[[ DATA, beginning ]]
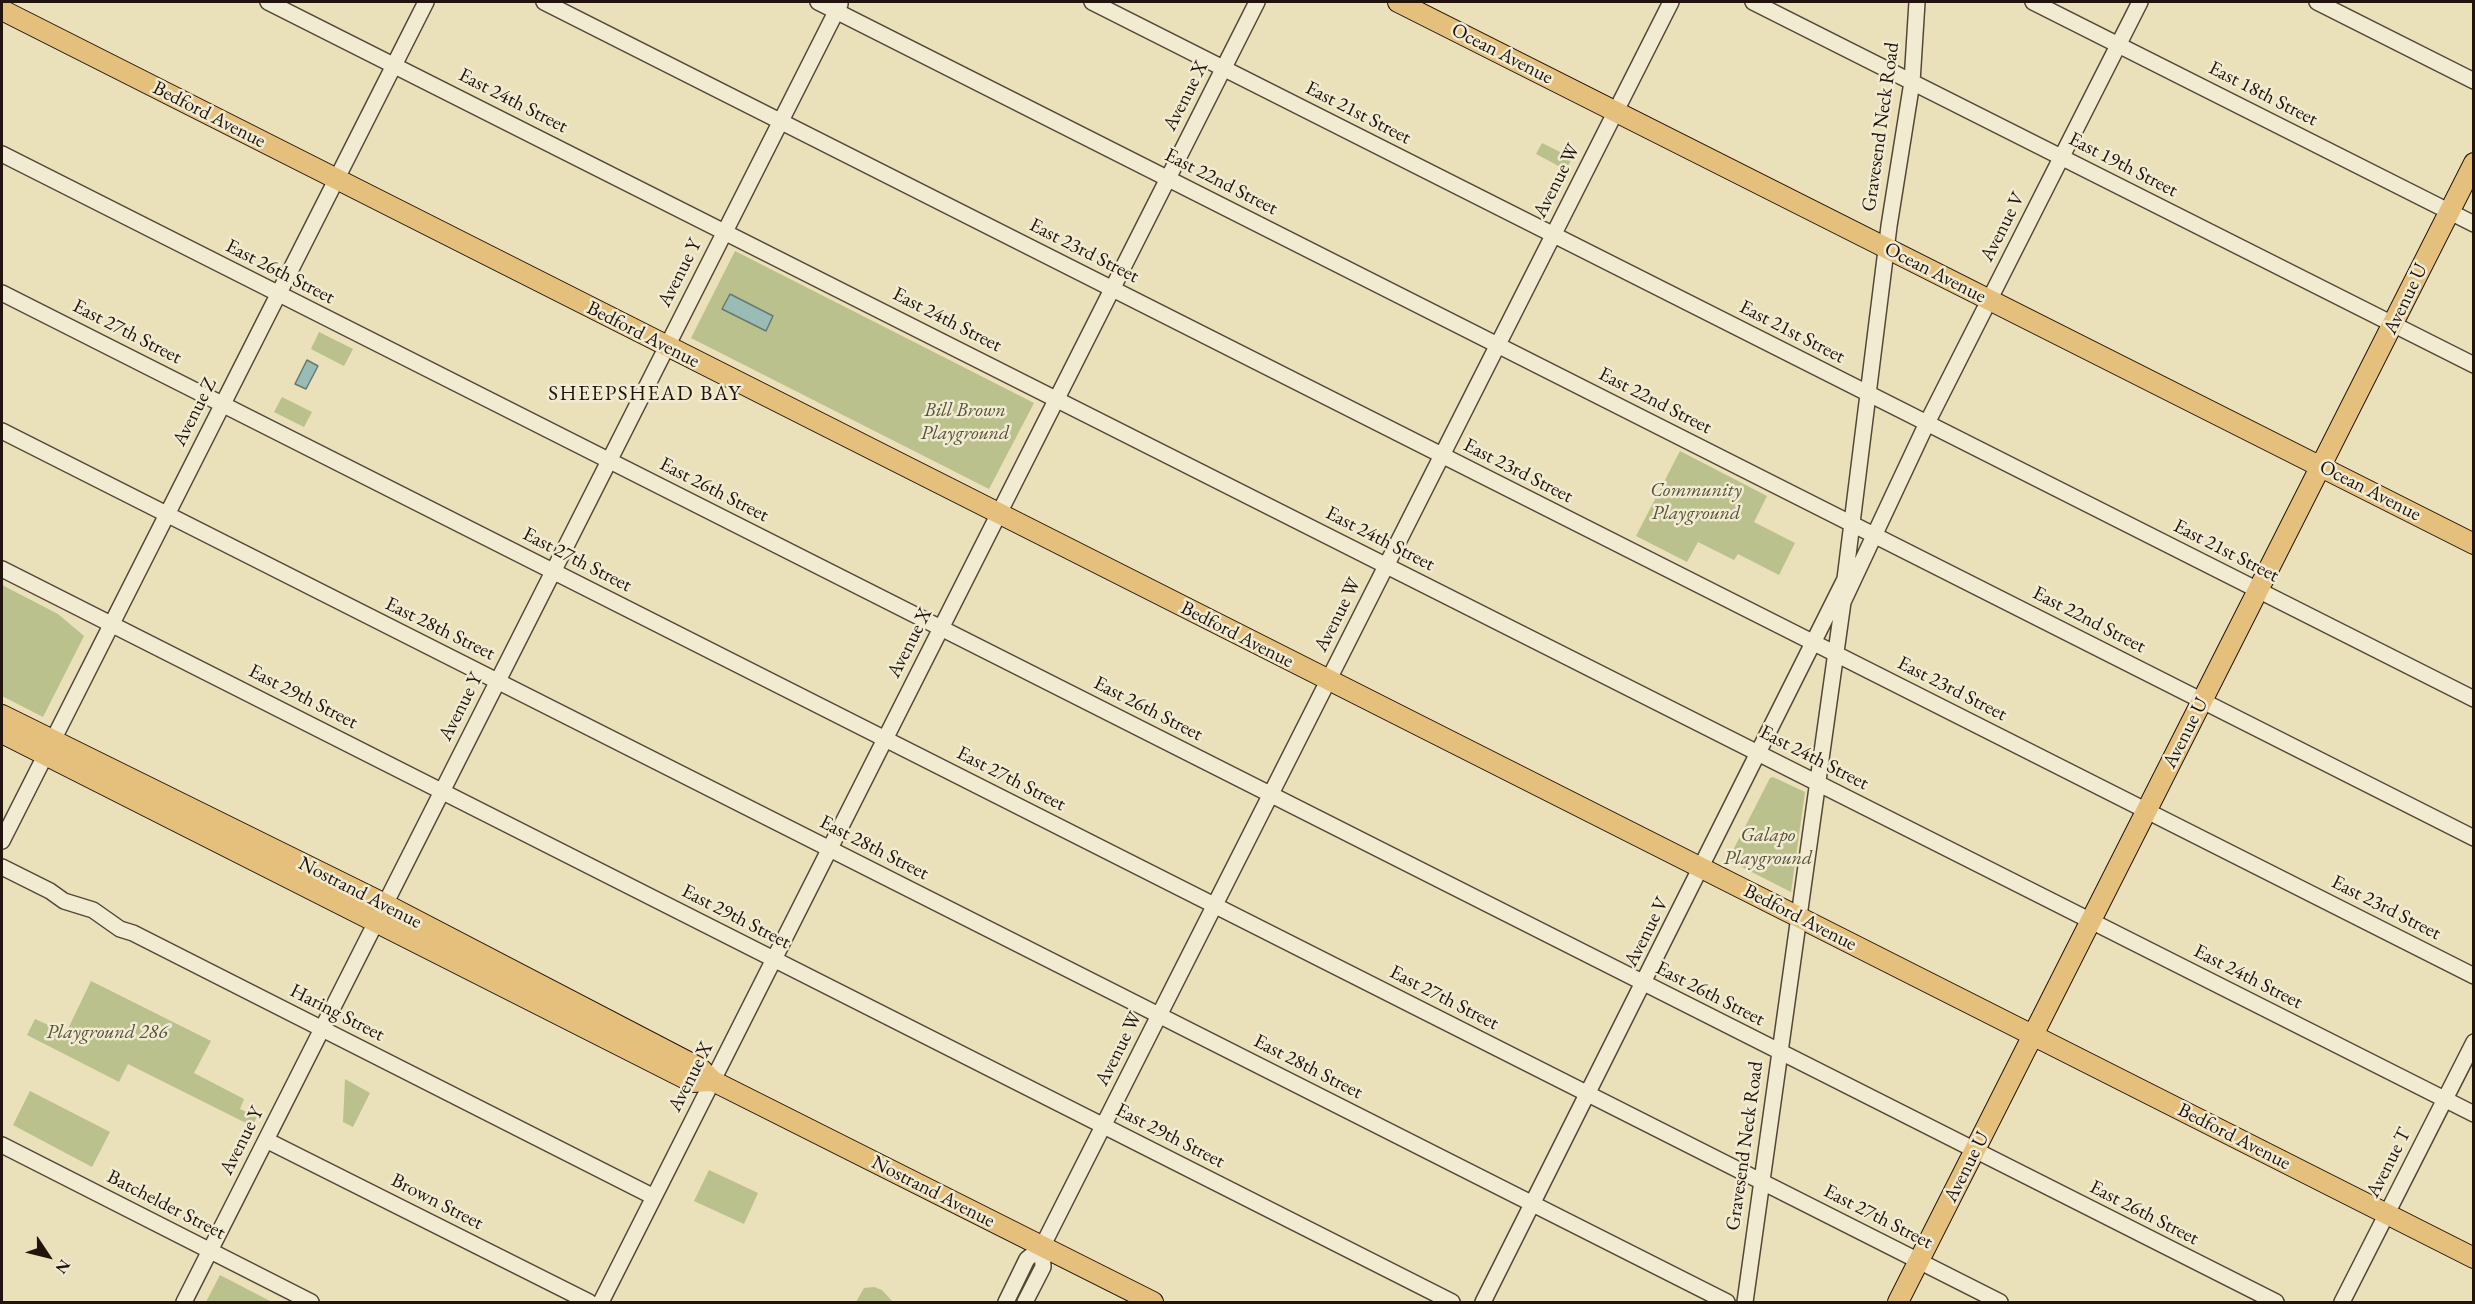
<!DOCTYPE html>
<html>
<head>
<meta charset="utf-8">
<style>
	body { margin:0 }
	#map { position:relative; width:2475px; height:1304px; overflow:hidden; background:#eae0b9; font-family:"EB Garamond",serif }
	canvas { display:block }
	.frame { position:absolute; inset:0; border:3px solid #22140d; pointer-events:none }
	.north { position:absolute; left:18px; top:1226px; width:60px; height:60px; -webkit-text-stroke:4px #f1ebd2; paint-order:stroke; rotate:125deg; font-size:16px; font-weight:700; line-height:24px; text-align:center; color:#22140d }
	.north::after { content:''; display:block; margin:auto; width:21px; height:27px; background:#22140d; clip-path:polygon(50% 0,100% 100%,50% 72%,0 100%) }
</style>
</head>
<body>
<div id="map">
<canvas width="2475" height="1304"></canvas>
<div class="frame"></div>
<div class="north">N</div>
</div>
<script>
const c = document.querySelector('canvas').getContext('2d');
c.lineJoin = 'round';
function fillPath(path, color) {
  c.fillStyle = color;
  c.fill(path, 'evenodd');
}
function poly(rows) {
  const path = new Path2D();
  for (const r of rows) {
    path.moveTo(r[0], r[1]);
    for (let i = 2; i < r.length; i += 2) path.lineTo(r[i], r[i + 1]);
  }
  return path;
}
function trace(path, color, width, dash) {
  c.strokeStyle = color;
  c.lineWidth = width;
  c.lineCap = dash ? 'butt' : 'round';
  c.setLineDash(dash || []);
  c.stroke(path);
}
function write(font, color, halo, rows, align = 'center') {
  c.font = font + ' "EB Garamond",serif';
  c.lineWidth = 5;
  c.setLineDash([]);
  c.textBaseline = 'middle';
  c.strokeStyle = halo;
  c.fillStyle = color;
  for (const [text, x, y, turn = 0] of rows) {
    c.save();
    c.translate(x, y);
    c.rotate((+turn || 0) * Math.PI / 180);
    c.textAlign = isNaN(turn) ? turn : align;
    if (halo) c.strokeText(text, 0, 0);
    c.fillText(text, 0, 0);
    c.restore();
  }
}
const green = poly([
	[1542,143,1572,158,1566,170,1536,154],
	[735,251,1034,403,989,489,691,338],
	[319,332,353,349,344,366,311,349],
	[282,397,312,412,304,427,274,412],
	[1680,451,1767,496,1754,522,1795,543,1779,575,1738,554,1734,560,1698,542,1687,562,1636,536],
	[2,585,58,614,84,636,43,717,2,696],
	[1773,777,1805,792,1791,892,1728,860,1770,778],
	[91,981,211,1041,194,1073,244,1099,240,1109,257,1117,252,1126,128,1064,119,1082,27,1035,35,1019,66,1033],
	[345,1079,370,1093,353,1127,343,1122],
	[30,1091,110,1132,92,1167,13,1125],
	[709,1170,758,1193,744,1224,694,1201],
	[220,1275,245,1288,272,1302,206,1302],
	[874,1287,882,1290,893,1302,856,1302,864,1288]
]);
const water = poly([
	[730,294,773,316,766,331,722,309,730,294],
	[307,360,318,366,306,389,295,384,307,360]
]);
const minor = poly([
	[268,2,2474,1114],
	[544,2,2474,976],
	[818,2,2474,838],
	[1092,2,2474,699],
	[1753,2,2474,365],
	[2033,2,2474,224],
	[2317,2,2474,81],
	[2,154,2276,1302],
	[2,293,2000,1302],
	[2,431,1727,1302],
	[2,569,1452,1302],
	[2,841,426,2],
	[2,867,50,891,64,901,93,910,120,929,133,933,654,1197],
	[266,1140,589,1302],
	[2,1145,311,1302],
	[184,1302,840,4],
	[601,1302,1257,2],
	[1006,1302,1027,1259,1042,1247,1671,2],
	[1025,1302,1043,1267,1042,1247],
	[1483,1302,1845,579,1889,226,1912,82,1917,2],
	[1745,1302,1843,602,1927,423,2140,2],
	[2342,1302,2474,1042]
]);
const major = poly([
	[1398,2,2474,544],
	[2,10,2474,1258],
	[2,715,385,904,700,1068,713,1081,1153,1302],
	[2,733,692,1082,713,1081],
	[1898,1302,2474,163]
]);
const streetNames = [
	["Ocean Avenue",1502,54,27],
	["East 18th Street",2263,94,27],
	["Avenue X",1186,96,-63],
	["East 24th Street",513,101,27],
	["East 21st Street",1358,113,27],
	["Bedford Avenue",209,115,27],
	["Gravesend Neck Road",1881,127,-82],
	["East 19th Street",2123,165,27],
	["Avenue W",1557,181,-63],
	["East 22nd Street",1221,182,27],
	["Avenue V",2003,227,-63],
	["East 23rd Street",1084,251,27],
	["East 26th Street",280,272,27],
	["Avenue Y",680,273,-63],
	["Ocean Avenue",1935,273,27],
	["Avenue U",2406,299,-64],
	["East 24th Street",947,320,27],
	["East 27th Street",127,332,27],
	["East 21st Street",1792,332,27],
	["Bedford Avenue",643,335,27],
	["East 22nd Street",1655,401,27],
	["Avenue Z",195,412,-63],
	["East 23rd Street",1518,471,27],
	["East 26th Street",714,490,27],
	["Ocean Avenue",2370,491,27],
	["East 24th Street",1380,539,27],
	["East 21st Street",2226,551,27],
	["East 27th Street",577,560,27],
	["Avenue W",1338,615,-63],
	["East 22nd Street",2089,620,27],
	["East 28th Street",440,629,26],
	["Bedford Avenue",1237,635,27],
	["Avenue X",910,643,-63],
	["East 23rd Street",1952,689,27],
	["East 29th Street",303,697,27],
	["Avenue Y",461,707,-63],
	["East 26th Street",1148,709,27],
	["Avenue U",2186,733,-63],
	["East 24th Street",1814,758,27],
	["East 27th Street",1011,779,27],
	["East 28th Street",874,848,27],
	["Nostrand Avenue",360,893,27],
	["East 23rd Street",2386,908,27],
	["East 29th Street",736,917,27],
	["Bedford Avenue",1800,918,27],
	["Avenue V",1647,932,-63],
	["East 24th Street",2248,977,27],
	["East 26th Street",1710,994,27],
	["East 27th Street",1444,998,27],
	["Haring Street",337,1013,27],
	["Avenue W",1119,1049,-63],
	["East 28th Street",1308,1067,27],
	["Avenue X",691,1077,-63],
	["East 29th Street",1170,1136,27],
	["Bedford Avenue",2234,1137,27],
	["Avenue Y",242,1141,-63],
	["Gravesend Neck Road",1745,1146,-82],
	["Avenue T",2389,1163,-63],
	["Avenue U",1967,1167,-63],
	["Nostrand Avenue",933,1192,27],
	["Brown Street",437,1202,27],
	["Batchelder Street",166,1205,27],
	["East 26th Street",2144,1213,27],
	["East 27th Street",1878,1217,27]
];
const parkNames = [
	["Bill Brown",965,411],
	["Playground",965,434],
	["Community",1696,491],
	["Playground",1696,514],
	["Galapo",1768,836],
	["Playground",1768,859],
	["Playground 286",107,1033]
];
const neighbourhoodNames = [
	["SHEEPSHEAD BAY",645,394]
];
fillPath(green, '#bbc18c');
fillPath(water, '#99bcb5');
trace(water, '#697972', 1.5);
trace(minor, '#544738', 18);
trace(major, '#22140d', 22);
trace(minor, '#f1ebd2', 15);
trace(major, '#e5c07c', 20);
write('20px', '#22140d', '#f1ebd2', streetNames);
write('italic 20px', '#585139', '#f1ebd2', parkNames);
c.letterSpacing = '1.5px';
write('21px', '#22140d', '#f1ebd2', neighbourhoodNames);
c.letterSpacing = '0px';
</script>
</body>
</html>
[[ DATA, end ]]
DIRECTIONS FOR THIS TASK: Go through the listing and copy each line that includes the string "height".

EXERCISE OUTPUT:
	#map { position:relative; width:2475px; height:1304px; overflow:hidden; background:#eae0b9; font-family:"EB Garamond",serif }
	.north { position:absolute; left:18px; top:1226px; width:60px; height:60px; -webkit-text-stroke:4px #f1ebd2; paint-order:stroke; rotate:125deg; font-size:16px; font-weight:700; line-height:24px; text-align:center; color:#22140d }
	.north::after { content:''; display:block; margin:auto; width:21px; height:27px; background:#22140d; clip-path:polygon(50% 0,100% 100%,50% 72%,0 100%) }
<canvas width="2475" height="1304"></canvas>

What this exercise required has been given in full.